When performing a yum update or dnf update on your system, the update may fail with messages about conflicts between Slurm packages. This is caused by the addition of new Slurm packages in upstream repos that collide with custom packages installed by ACT.

The errors may look like some of the following:

Transaction check error:
file /usr/share/man/man3/Slurm.3pm.gz from install of slurm-perlapi-20.11.2-2.el7.x86_64 conflicts with file from package slurm-18.08.9-1.el7.x86_64
file /usr/share/man/man3/Slurm::Bitstr.3pm.gz from install of slurm-perlapi-20.11.2-2.el7.x86_64 conflicts with file from package slurm-18.08.9-1.el7.x86_64

or

Problem: cannot install both slurm-20.11.2-2.el8.x86_64 and slurm-20.02.3-1.el8.x86_64
package slurm-libpmi-20.02.3-1.el8.x86_64 requires libslurmfull.so()(64bit), but none of the providers can be installed
package slurm-libpmi-20.02.3-1.el8.x86_64 requires slurm(x86-64) = 20.02.3-1.el8, but none of the providers can be installed
cannot install the best update candidate for package slurm-20.02.3-1.el8.x86_64
problem with installed package slurm-libpmi-20.02.3-1.el8.x86_64

To work around this problem, we are recommending our customers who want to continue to have ACT’s Slurm integration exclude Slurm from updates from repos by excluding it in the repo configs. This can be done by running the following command as root:

echo "exclude=slurm*" >> /etc/yum.conf

Once excluded, your yum/dnf updates will work again.

Background/Cause
In response to a bug report[1], On January 23rd 2021, a new package, slurm-20.11.2-2, was added to the EPEL 7[2] and 8[3] repositories. The Slurm packages provided by ACT are built on your system from source downloaded from SchedMD, the developers of Slurm. The primary package name, slurm, is the same for both, therefore the package manager attempts to install the prevailing version. The structure of the packages are actually different, however, and the package manager fails to keep things safe.

Keeping ACT version of Slurm
We haven’t fully evaluated the new package provided by EPEL, so we can’t recommend that anybody switch to them at this time unless the user is confident in Slurm administration and is fully willing to handle management on their own. There are a few concerns we have with using the EPEL provided version and will take a closer look at whether or not using that version is worthwhile.

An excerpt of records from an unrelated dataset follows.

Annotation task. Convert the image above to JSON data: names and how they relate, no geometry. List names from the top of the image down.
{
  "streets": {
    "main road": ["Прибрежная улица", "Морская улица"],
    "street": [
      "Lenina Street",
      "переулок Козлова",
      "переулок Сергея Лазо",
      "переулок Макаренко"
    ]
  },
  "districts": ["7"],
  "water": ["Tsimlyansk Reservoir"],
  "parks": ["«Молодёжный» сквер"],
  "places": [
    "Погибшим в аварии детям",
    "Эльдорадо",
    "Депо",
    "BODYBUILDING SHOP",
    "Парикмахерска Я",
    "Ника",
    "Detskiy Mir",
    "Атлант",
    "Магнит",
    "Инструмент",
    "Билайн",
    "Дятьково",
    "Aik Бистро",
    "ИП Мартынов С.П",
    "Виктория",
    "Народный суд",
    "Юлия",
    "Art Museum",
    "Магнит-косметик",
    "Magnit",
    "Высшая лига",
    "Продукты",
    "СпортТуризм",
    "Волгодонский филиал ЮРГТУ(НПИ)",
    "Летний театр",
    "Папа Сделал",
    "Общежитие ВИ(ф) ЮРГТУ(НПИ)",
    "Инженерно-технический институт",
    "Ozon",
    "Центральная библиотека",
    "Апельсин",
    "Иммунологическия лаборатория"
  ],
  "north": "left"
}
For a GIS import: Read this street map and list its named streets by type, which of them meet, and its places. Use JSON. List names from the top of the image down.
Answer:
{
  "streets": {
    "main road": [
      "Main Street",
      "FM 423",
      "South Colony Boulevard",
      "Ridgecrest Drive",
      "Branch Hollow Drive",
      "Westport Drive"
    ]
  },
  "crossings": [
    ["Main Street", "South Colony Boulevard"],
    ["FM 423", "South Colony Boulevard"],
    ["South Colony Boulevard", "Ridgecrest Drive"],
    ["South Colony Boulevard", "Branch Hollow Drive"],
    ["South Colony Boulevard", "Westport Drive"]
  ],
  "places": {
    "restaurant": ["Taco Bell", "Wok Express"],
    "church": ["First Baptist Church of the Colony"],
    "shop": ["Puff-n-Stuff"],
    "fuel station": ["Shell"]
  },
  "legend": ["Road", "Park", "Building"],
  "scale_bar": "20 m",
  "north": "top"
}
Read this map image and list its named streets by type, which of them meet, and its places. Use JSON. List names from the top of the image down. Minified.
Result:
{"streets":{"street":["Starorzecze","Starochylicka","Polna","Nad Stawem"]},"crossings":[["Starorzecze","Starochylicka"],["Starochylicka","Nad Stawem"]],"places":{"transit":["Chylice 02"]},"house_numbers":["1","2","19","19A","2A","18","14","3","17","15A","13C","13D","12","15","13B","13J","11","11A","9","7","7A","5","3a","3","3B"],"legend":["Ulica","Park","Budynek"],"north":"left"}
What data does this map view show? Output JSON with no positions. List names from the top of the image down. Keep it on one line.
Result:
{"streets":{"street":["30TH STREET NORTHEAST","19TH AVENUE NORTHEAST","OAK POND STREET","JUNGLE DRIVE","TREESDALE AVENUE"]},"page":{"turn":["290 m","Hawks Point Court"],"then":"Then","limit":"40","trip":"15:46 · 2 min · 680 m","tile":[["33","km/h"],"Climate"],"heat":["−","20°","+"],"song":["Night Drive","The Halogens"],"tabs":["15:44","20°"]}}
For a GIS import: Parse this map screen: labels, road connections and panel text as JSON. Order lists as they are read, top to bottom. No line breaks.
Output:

Some of the configuration choices we’ve made with Slurm are targeted for the majority of our customer base. For instance, the slurm configuration files reside in /opt/slurm (/act/slurm on EL 7 installations) which is NFS mounted across the cluster. With this, only a single file modification is instantly visible to all nodes, making management simpler and less error prone.

Another concern is how the repo provided Slurm package manages updates. Minor updates within major Slurm versions are relatively safe to perform. However, major version updates require more scrutiny. In the past, these updates have required backing up and upgrading the backend database (MariaDB), or added or deprecated settings in the config. Every Slurm update should begin with a review of their documentation, so we recommend against a blind update from repo unless appropriate safeguards are added to the RPMs. See also the “Upgrade” section of Slurm’s Quick Start Administration Guide[4] for more detail.

Contact your support team at Advanced Clustering Technologies if you would like to discuss Slurm packages and managing updates.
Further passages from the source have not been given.